I titoli a volte dicono tutto, e “Torture Archipelago: arbitrary arrests, torture and enforced disappearances in Syria’s underground prisons since March 2011” , è il nome che Human Rights Wach (HRW) ha dato al rapporto di 81 pagine che giorni fa ha presentato al mondo, svelando le torture che il regime siriano di Bashar al-Assad pratica sui suoi cittadini.
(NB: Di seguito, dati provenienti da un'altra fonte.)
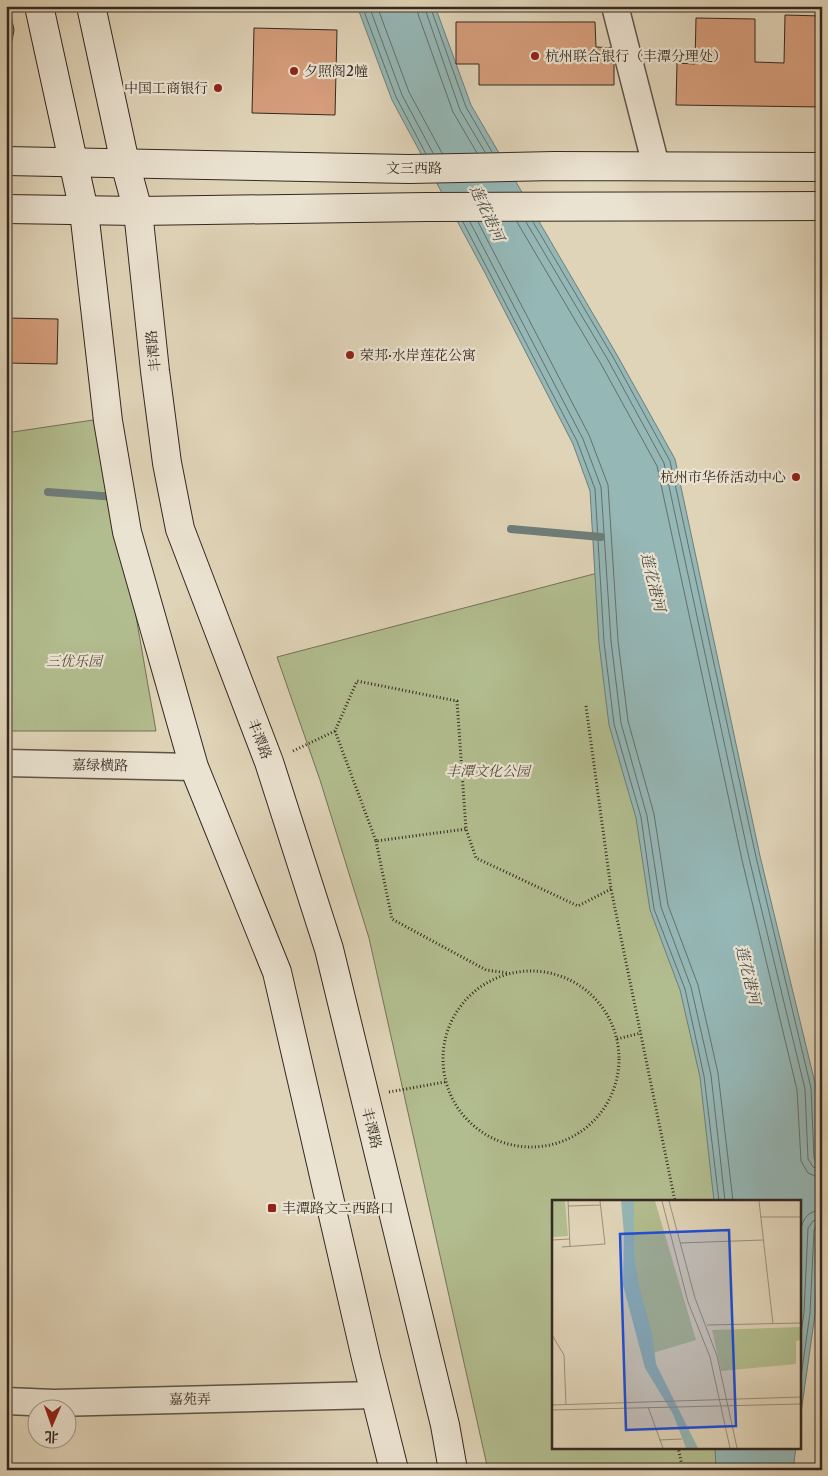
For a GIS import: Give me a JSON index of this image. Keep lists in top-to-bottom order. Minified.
{"streets":{"main road":["文三西路","丰潭路"],"street":["嘉绿横路","嘉苑弄"]},"crossings":[["文三西路","丰潭路"]],"water":["莲花港河"],"parks":["三优乐园","丰潭文化公园"],"places":{"other":["杭州联合银行（丰潭分理处）","夕照阁2幢","中国工商银行","荣邦·水岸莲花公寓","杭州市华侨活动中心"],"transit":["丰潭路文二西路口"]},"north":"bottom"}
Una mappa del terrore composta da 27 centri di detenzione sparsi nel Paese e gestiti dalle agenzie di intelligence siriane, in una guerra civile che ha ucciso, dal marzo 2011, più di 16.500 persone.
Il rapporto, messo insieme grazie all’inchiesta di HRW, denuncia che decine di migliaia di persone in Siria vengono ormai quotidianamente «picchiate, abusate sessualmente e torturate» con bastoni, cavi e manganelli, seviziati con impiego di scosse elettriche e chiodi elettrificati piantati nel corpo, bruciati con acido o acqua bollente,
aggrediti e violentati, costretti a posizioni dolorose e sottoposti ad asportazione di unghie ed esecuzioni simulate
Un reportage agghiacciante in cui vengono elencati oltre 20 metodi di tortura su detenuti che rimangono in attesa del loro turno in celle che potrebbero al massimo contenere 4 o 5 persone, e in cui invece vengono accatastati circa 70 persone a volta. I siriani vittime di queste torture sono di età compresa tra i 18 e i 35 anni, ma le testimonianze parlano anche di molti bambini, di donne e di persone anziane, perché chiunque sia sospettato di opporsi al regime di Bashar al-Assad rischia di finire in questo incubo. Le 200 interviste di cui si compone il documento, sono state realizzate grazie alle testimonianze di ex detenuti, anche alcuni minorenni, in un lavoro iniziato subito dopo la repressione.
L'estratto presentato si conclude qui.